(Dataset entries)
-=-=-

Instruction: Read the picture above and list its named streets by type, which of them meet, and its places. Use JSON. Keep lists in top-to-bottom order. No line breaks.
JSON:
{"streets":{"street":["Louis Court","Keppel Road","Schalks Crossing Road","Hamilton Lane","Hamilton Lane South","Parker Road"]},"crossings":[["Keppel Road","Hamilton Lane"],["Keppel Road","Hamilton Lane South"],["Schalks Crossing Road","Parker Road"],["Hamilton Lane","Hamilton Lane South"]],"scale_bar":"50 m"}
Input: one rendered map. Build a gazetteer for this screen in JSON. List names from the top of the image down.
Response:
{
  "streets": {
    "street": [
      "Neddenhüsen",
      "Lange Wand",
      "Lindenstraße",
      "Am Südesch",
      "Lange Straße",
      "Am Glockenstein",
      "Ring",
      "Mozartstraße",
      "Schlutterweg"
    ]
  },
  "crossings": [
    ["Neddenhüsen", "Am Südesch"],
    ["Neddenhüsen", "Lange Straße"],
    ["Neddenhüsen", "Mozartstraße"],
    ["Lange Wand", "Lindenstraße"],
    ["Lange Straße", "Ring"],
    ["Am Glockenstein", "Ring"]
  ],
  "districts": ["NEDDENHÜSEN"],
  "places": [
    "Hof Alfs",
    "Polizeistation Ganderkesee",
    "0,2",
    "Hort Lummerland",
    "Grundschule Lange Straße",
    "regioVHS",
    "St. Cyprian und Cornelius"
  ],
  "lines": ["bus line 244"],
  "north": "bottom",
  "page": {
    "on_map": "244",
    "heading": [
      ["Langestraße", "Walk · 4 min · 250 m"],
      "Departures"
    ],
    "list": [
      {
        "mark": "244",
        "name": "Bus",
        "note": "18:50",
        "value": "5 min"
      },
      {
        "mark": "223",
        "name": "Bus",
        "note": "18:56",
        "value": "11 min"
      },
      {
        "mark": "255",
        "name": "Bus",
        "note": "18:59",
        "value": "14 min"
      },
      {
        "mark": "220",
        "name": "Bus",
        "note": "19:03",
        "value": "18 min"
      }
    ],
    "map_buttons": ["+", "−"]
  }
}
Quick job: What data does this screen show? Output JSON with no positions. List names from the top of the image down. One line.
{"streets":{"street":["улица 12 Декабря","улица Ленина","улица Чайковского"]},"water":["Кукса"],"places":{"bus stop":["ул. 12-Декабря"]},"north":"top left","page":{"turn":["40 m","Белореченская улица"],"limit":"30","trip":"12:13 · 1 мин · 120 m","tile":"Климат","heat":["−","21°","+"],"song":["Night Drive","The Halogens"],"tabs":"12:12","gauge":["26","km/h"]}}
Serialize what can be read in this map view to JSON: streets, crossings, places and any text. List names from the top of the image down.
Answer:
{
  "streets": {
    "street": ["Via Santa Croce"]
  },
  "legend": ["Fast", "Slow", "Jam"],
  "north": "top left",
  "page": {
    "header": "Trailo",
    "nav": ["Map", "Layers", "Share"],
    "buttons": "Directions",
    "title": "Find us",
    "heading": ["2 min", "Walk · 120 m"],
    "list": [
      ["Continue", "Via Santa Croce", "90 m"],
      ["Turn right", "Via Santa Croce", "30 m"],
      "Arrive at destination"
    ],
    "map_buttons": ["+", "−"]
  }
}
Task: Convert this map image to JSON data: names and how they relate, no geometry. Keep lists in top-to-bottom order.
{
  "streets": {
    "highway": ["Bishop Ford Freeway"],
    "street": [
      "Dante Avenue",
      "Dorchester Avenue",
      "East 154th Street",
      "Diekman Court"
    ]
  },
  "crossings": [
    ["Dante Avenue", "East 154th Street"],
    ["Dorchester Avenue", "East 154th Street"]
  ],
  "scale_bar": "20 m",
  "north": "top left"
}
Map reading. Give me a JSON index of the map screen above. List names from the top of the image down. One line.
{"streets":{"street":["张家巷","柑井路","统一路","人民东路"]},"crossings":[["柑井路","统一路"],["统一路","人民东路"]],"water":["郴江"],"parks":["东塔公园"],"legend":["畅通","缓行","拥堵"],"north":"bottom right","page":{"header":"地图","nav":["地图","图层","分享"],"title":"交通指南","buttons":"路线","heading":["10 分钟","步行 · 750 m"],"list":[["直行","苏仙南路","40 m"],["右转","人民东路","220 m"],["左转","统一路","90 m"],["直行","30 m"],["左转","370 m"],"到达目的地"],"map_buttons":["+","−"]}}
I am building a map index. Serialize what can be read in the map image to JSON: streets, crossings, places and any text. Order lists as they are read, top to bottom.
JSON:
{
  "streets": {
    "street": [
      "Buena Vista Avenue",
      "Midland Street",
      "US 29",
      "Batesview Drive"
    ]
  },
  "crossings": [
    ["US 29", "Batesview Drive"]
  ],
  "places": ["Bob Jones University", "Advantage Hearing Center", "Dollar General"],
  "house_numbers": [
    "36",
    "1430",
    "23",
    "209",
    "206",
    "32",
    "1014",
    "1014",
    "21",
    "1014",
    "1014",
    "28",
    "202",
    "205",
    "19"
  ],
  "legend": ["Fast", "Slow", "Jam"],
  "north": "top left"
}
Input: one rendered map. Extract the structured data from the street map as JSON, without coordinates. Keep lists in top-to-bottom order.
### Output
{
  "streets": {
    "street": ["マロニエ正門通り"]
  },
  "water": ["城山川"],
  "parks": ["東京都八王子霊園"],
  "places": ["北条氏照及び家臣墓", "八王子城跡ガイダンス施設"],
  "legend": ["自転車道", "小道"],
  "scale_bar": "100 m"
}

-=-=-

**Exercise**
The answer must hold only the lines from the first line of the data through the line bearing "Input: one rendered map. Build", returned exactly.

**Result of this task**
Instruction: Read the picture above and list its named streets by type, which of them meet, and its places. Use JSON. Keep lists in top-to-bottom order. No line breaks.
JSON:
{"streets":{"street":["Louis Court","Keppel Road","Schalks Crossing Road","Hamilton Lane","Hamilton Lane South","Parker Road"]},"crossings":[["Keppel Road","Hamilton Lane"],["Keppel Road","Hamilton Lane South"],["Schalks Crossing Road","Parker Road"],["Hamilton Lane","Hamilton Lane South"]],"scale_bar":"50 m"}
Input: one rendered map. Build a gazetteer for this screen in JSON. List names from the top of the image down.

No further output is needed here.